Data for this task
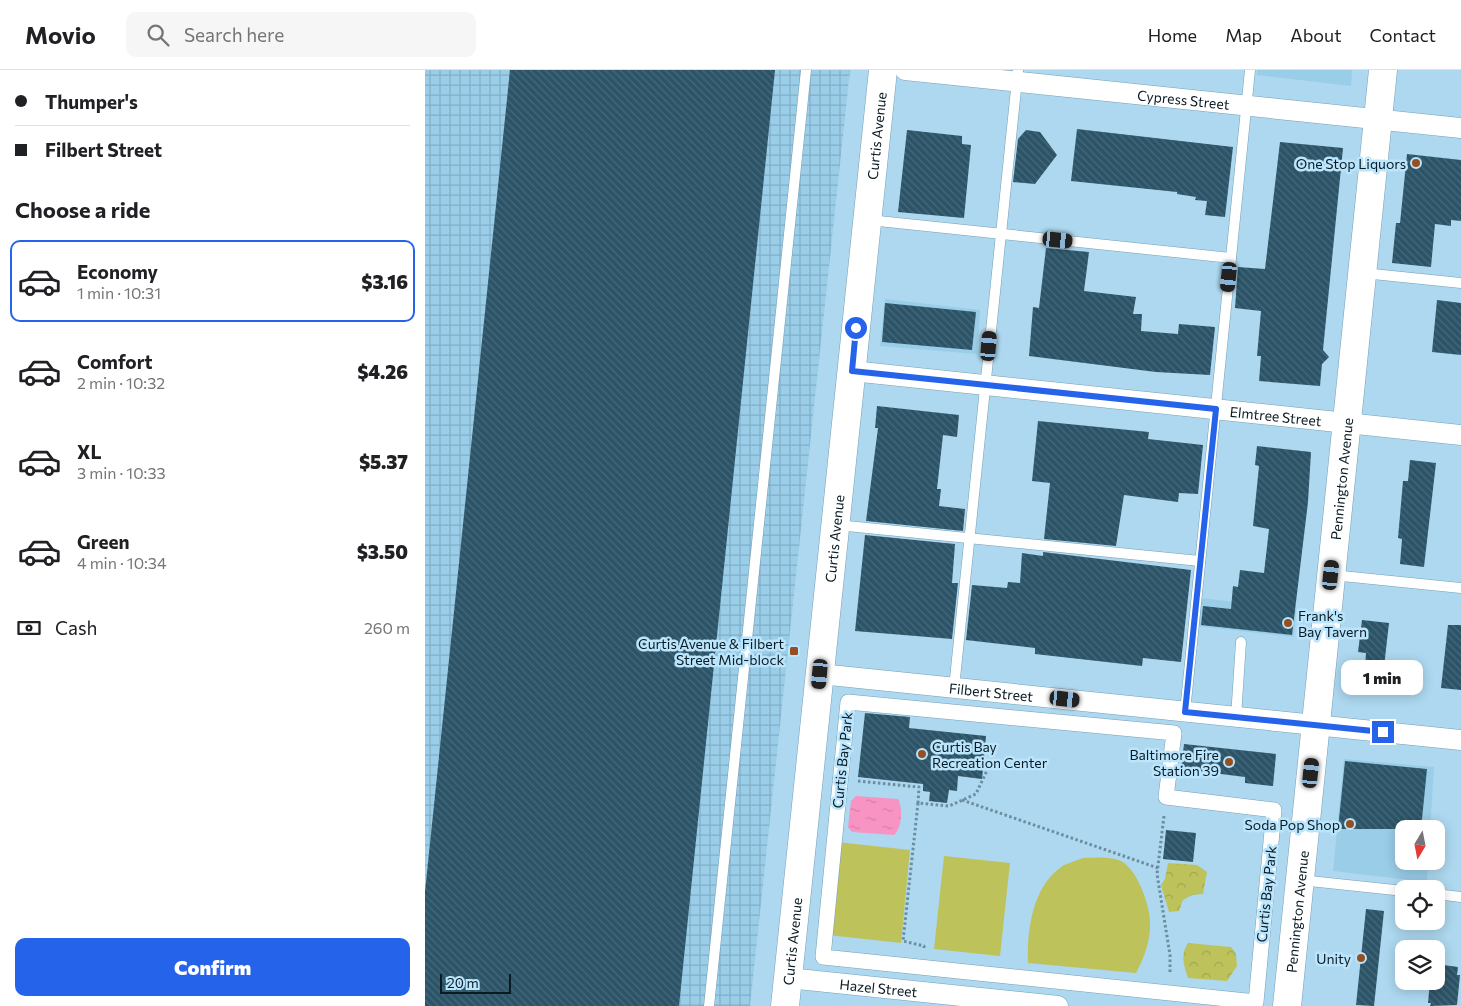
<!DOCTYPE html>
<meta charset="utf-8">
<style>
:root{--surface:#fff;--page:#f6f6f6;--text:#202124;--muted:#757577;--line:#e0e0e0;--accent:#2563eb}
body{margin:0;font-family:Commissioner,sans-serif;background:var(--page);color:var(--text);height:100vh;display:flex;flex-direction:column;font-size:19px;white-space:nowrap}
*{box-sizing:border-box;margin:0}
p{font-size:16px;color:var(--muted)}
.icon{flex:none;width:28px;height:28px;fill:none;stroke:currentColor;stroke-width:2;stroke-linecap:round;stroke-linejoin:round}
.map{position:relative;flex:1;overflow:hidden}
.details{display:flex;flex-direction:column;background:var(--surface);width:425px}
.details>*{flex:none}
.top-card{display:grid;align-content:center;height:110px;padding:0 15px;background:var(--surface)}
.needle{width:32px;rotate:190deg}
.fabs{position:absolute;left:970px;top:750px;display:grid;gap:10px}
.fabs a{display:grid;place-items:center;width:50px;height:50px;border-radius:10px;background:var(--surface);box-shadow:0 2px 12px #0003;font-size:25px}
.scale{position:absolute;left:15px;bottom:12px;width:71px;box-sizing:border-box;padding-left:5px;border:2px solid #0a1b23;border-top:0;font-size:14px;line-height:18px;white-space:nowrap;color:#0a1b23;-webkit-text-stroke:4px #bae5fc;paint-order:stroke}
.end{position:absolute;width:22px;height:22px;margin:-11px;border:6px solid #2563eb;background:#fff;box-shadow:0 0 0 2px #fff}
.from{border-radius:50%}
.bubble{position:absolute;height:35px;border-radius:10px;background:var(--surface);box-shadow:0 2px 12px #0003;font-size:16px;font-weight:800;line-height:35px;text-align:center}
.car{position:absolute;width:15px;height:30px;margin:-15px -8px;border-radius:6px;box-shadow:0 0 4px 1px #0007;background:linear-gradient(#222 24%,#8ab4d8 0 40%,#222 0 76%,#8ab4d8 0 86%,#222 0)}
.top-card b{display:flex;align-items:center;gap:18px;height:48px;font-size:19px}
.top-card b+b{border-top:1px solid var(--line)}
.top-card i{width:12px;height:12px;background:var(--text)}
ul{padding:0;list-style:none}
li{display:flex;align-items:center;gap:15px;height:82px;margin:0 10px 8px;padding:0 5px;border:2px solid transparent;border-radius:10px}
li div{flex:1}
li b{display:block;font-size:19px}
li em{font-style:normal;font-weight:800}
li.selected{border-color:var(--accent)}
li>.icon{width:45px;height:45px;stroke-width:1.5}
h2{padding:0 15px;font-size:22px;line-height:60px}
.pay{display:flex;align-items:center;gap:12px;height:55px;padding:0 15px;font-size:19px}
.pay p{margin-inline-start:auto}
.action{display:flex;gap:10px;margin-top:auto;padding:10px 15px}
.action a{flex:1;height:58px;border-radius:10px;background:var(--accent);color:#fff;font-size:20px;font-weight:800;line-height:58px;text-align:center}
header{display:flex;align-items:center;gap:30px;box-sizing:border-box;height:70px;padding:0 25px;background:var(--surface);border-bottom:1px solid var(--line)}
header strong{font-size:24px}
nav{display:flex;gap:28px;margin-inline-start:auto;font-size:18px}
.search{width:350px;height:45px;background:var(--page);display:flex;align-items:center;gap:12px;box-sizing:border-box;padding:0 18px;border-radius:10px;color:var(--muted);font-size:19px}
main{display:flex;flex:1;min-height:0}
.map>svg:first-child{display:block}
.built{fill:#9acde8}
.industrial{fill:url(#industrial-grid)}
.grass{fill:#bec25b}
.park{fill:url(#park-crowns)}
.water{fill:url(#water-ripples)}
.building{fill:url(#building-back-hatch)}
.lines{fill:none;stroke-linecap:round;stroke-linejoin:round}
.service-casing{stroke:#759fb5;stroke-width:11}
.pedestrian-casing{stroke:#759fb5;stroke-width:16}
.minor-casing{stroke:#759fb5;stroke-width:21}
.secondary-casing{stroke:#759fb5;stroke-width:29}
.path{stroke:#6c8d9e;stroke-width:3;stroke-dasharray:2.5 2.5;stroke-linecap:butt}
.service{stroke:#fff;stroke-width:10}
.pedestrian{stroke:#fff;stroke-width:15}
.minor{stroke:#fff;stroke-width:20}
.secondary{stroke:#fff;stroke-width:28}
.route{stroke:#2563eb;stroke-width:6}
.poi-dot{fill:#945023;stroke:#bae5fc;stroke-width:2}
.labels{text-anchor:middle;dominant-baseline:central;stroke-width:5;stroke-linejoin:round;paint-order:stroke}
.street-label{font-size:14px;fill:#0a1b23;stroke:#bae5fc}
.poi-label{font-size:14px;fill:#0a1b23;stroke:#bae5fc;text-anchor:end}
</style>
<header>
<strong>Movio</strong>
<div class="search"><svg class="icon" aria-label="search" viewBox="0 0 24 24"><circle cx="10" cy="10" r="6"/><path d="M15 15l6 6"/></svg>Search here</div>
<nav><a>Home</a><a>Map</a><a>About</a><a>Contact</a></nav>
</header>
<main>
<section class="details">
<div class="top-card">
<b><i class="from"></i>Thumper's</b>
<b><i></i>Filbert Street</b>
</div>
<h2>Choose a ride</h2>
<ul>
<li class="selected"><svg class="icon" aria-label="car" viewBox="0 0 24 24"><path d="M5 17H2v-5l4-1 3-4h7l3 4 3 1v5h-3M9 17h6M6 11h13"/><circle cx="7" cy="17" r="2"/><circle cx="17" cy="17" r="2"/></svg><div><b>Economy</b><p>1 min · 10:31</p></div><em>$3.16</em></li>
<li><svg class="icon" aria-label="car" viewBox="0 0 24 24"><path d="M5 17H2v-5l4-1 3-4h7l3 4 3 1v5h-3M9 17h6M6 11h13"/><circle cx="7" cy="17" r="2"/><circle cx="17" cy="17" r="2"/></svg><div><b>Comfort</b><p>2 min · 10:32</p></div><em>$4.26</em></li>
<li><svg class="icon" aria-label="car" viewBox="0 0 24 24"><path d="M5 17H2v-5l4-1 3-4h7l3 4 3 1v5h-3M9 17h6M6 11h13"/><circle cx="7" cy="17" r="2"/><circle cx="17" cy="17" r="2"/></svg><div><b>XL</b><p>3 min · 10:33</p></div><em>$5.37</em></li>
<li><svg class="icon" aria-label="car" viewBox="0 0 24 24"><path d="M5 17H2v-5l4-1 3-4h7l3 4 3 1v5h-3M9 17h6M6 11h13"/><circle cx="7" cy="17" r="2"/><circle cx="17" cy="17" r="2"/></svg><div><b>Green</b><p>4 min · 10:34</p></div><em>$3.50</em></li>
</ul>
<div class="pay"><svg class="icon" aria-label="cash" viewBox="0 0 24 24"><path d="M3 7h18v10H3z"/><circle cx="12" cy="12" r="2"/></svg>Cash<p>260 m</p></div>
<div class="action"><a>Confirm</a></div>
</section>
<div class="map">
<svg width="1036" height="936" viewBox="0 0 1036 936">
<defs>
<pattern id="industrial-grid" width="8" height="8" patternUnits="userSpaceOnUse" patternTransform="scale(1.25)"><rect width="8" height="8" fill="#9acde8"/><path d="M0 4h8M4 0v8" fill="none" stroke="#83afc7"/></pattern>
<pattern id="park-crowns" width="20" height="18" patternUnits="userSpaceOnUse" patternTransform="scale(1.25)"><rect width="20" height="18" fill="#bec25b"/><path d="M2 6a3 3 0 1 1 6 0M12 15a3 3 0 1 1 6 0" fill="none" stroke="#a2a64f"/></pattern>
<pattern id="water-ripples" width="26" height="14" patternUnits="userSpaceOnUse" patternTransform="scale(1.25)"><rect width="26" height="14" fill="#f894c3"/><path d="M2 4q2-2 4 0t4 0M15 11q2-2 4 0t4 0" fill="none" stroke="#d37fa7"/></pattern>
<pattern id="building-back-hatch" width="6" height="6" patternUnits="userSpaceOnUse" patternTransform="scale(1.25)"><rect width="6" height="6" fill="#2c5468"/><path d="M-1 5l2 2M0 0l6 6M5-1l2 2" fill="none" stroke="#486979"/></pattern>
</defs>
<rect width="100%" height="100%" fill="#add8ef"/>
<g class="built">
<path d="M 832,0 L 927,0 L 926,16 L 832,5 Z"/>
<path d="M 460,229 L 555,240 L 552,284 L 455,276 Z"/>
<path d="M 775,528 L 871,539 L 869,567 L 771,556 Z"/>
<path d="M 919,689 L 1009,697 L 1005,759 L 979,759 L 979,791 L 1003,791 L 1002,812 L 908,801 Z"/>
</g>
<path class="industrial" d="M 0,0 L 425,0 L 325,936 L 0,936 Z"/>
<g class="grass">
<path d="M 412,772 L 485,780 L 476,873 L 403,865 Z"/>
<path d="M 519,786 L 585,793 L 575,886 L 509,879 Z"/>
<path d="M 658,788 C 670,788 685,786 696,791 C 712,799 725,835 725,852 C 726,870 719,888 711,903 L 603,893 C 602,860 607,818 636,797 C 642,793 651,791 658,788 Z"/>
</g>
<g class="park">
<path d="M 743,793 L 772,795 L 782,802 L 778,824 L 767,825 L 758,830 L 754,841 L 744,842 L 736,815 L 740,809 Z"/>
<path d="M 763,873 L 806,877 L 811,884 L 812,896 L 802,911 L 763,908 C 759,895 755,885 763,873 Z"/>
</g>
<path class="water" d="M 431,726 L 473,729 C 478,738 477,758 469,765 L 427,762 L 423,757 L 426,731 Z"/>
<g class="building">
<path d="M 85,0 L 350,0 L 254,936 L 0,936 L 0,822 Z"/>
<path d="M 652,59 L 808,77 L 800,147 L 780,145 L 782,131 L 770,130 L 771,127 L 752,124 L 752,122 L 646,111 Z"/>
<path d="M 482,60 L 537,66 L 537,74 L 546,75 L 539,148 L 473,142 Z"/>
<path d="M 601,60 L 615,62 L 632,85 L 610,114 L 588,112 L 593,69 Z"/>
<path d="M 855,72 L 918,78 L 898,280 L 904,287 L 897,294 L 895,316 L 834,311 L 836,286 L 832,286 L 836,241 L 810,238 L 813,197 L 840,199 Z"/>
<path d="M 982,84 L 1036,90 L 1036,151 L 1026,150 L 1026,156 L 1010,154 L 1006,197 L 967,193 L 971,153 L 975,153 Z"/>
<path d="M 621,178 L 664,182 L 659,221 L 711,227 L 708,244 L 717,244 L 716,261 L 753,264 L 754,254 L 790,257 L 785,305 L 731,302 L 604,286 L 608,237 L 614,238 Z"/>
<path d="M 1012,230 L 1036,233 L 1036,285 L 1007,282 Z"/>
<path d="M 460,233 L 551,242 L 547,280 L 457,272 Z"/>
<path d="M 452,336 L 534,345 L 532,367 L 518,365 L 512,419 L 516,419 L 514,436 L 540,439 L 538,461 L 441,451 L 453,358 L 450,358 Z"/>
<path d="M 613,351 L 724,362 L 723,369 L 778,375 L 773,424 L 754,423 L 753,432 L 699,425 L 691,476 L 619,469 L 625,413 L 607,411 Z"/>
<path d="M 832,376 L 886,382 L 883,432 L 867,565 L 776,555 L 778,536 L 806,539 L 808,516 L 813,517 L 815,500 L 839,503 L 844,459 L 828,456 L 834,396 L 830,395 Z"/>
<path d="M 985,390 L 1011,393 L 999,497 L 975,494 L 977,469 L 973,468 L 978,411 L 983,411 Z"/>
<path d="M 440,465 L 530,474 L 527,513 L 533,513 L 527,569 L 430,561 Z"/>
<path d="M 618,482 L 766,500 L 756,592 L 718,588 L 717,596 L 610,584 L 610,578 L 541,570 L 547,515 L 582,518 L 583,512 L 595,513 L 597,483 L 618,486 Z"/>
<path d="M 937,550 L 964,553 L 956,623 L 938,620 L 941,583 L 933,582 Z"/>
<path d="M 1023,555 L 1036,555 L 1036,620 L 1016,618 Z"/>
<path d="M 440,643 L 485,647 L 484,658 L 561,666 L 557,709 L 533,706 L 532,721 L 524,720 L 522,733 L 504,731 L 505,722 L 498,721 L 498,714 L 433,707 Z"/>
<path d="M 759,674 L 851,684 L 848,716 L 820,713 L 820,707 L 756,699 Z"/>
<path d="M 920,691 L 1002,699 L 996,759 L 913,759 Z"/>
<path d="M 741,760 L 771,763 L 768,792 L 738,789 Z"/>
<path d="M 941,839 L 959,841 L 949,936 L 931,935 Z"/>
<path d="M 1011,894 L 1033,897 L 1032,905 L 1035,905 L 1032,935 L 1005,936 L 1006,933 L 1003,933 L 1005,911 L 1011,911 Z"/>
</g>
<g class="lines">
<defs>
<g id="service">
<path d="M 444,150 L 806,188"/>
<path d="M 938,203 L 1036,213"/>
<path d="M 412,455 L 775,491"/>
<path d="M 907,505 L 1036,518"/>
<path d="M 529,618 L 593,0"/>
<path d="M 760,642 L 825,0"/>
<path d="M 811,647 L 816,572"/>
<path d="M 875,810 L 979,821"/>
<path d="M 1011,824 L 1036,827"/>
<path d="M 284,936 L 381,0"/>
</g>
<path id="pedestrian" d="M 423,632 L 749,663 L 741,727 L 849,740 L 831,932 L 398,887 Z"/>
<g id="minor">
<path id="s1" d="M 480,0 L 1036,58"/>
<path id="s2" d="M 427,301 L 1036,365"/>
<path id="s3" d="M 395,604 L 1036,670"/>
<path id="s4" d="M 363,908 L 633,936"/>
</g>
<g id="secondary">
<path id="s5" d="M 360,936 L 458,0"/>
<path id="s6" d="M 862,936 L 958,0"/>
</g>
</defs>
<use href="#service" class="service-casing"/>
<use href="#pedestrian" class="pedestrian-casing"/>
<use href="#minor" class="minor-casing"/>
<use href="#secondary" class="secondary-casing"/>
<g class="path">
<path d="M 433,711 L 494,717 L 493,733 L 524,736 L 551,724 L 564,696"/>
<path d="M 537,730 L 733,798"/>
<path d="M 493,733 L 478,871 L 499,876 L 499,878"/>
<path d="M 739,746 L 732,804 L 745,885 L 745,903"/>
</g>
<use href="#service" class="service"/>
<use href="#pedestrian" class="pedestrian"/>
<use href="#minor" class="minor"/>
<use href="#secondary" class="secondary"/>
</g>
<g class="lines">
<path class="route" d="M 431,258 L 427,301 L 791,339 L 760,642 L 958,662"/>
</g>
<g class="poi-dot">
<circle cx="991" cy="93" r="5"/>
<circle cx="863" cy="553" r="5"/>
<rect x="364" y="576" width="10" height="10" rx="2.5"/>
<circle cx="497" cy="684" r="5"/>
<circle cx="804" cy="692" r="5"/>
<circle cx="925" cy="754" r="5"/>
<circle cx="936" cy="888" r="5"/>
</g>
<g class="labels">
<g class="street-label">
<text stroke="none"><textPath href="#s1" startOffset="280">Cypress Street</textPath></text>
<text stroke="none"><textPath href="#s5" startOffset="875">Curtis Avenue</textPath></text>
<text stroke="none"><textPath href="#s2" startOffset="426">Elmtree Street</textPath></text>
<text stroke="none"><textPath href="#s6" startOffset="530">Pennington Avenue</textPath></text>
<text stroke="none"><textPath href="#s5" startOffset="470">Curtis Avenue</textPath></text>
<text stroke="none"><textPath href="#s3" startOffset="172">Filbert Street</textPath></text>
<text transform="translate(417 690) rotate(-84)">Curtis Bay Park</text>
<text transform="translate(841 824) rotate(-84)">Curtis Bay Park</text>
<text stroke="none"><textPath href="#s6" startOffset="95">Pennington Avenue</textPath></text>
<text stroke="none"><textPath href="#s5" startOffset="65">Curtis Avenue</textPath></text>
<text stroke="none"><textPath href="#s4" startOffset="91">Hazel Street</textPath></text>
</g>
<g class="poi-label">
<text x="981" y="93">One Stop Liquors</text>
<text x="873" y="545" text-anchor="start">Frank's<tspan x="873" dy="16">Bay Tavern</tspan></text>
<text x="359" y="573">Curtis Avenue &amp; Filbert<tspan x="359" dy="16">Street Mid-block</tspan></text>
<text x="507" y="676" text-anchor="start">Curtis Bay<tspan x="507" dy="16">Recreation Center</tspan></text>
<text x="794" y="684">Baltimore Fire<tspan x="794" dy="16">Station 39</tspan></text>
<text x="915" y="754">Soda Pop Shop</text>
<text x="926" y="888">Unity</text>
</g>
</g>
</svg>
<div class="fabs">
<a><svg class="needle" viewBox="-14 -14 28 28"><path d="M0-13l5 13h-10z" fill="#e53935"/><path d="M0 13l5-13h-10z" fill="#757577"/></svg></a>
<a><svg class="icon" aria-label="locate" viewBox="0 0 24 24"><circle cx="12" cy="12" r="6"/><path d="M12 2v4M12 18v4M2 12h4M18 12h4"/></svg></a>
<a><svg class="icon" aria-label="layers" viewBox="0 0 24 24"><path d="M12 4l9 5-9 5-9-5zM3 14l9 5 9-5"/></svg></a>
</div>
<div class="scale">20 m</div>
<i class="end from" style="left:431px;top:258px"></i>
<i class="end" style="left:958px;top:662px"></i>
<div class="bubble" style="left:916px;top:590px;width:82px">1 min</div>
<i class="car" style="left:633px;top:170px;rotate:96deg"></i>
<i class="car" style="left:804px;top:207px;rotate:186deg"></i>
<i class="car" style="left:564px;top:276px;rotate:5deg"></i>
<i class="car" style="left:906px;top:505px;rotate:6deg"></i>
<i class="car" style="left:395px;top:604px;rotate:185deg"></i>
<i class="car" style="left:640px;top:629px;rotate:96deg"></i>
<i class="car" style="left:886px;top:703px;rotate:6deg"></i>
</div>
</main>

The problem
Wherever the string "fabs" is found in the entries, copy the line it sits in.

Solution to this problem
.fabs{position:absolute;left:970px;top:750px;display:grid;gap:10px}
.fabs a{display:grid;place-items:center;width:50px;height:50px;border-radius:10px;background:var(--surface);box-shadow:0 2px 12px #0003;font-size:25px}
<div class="fabs">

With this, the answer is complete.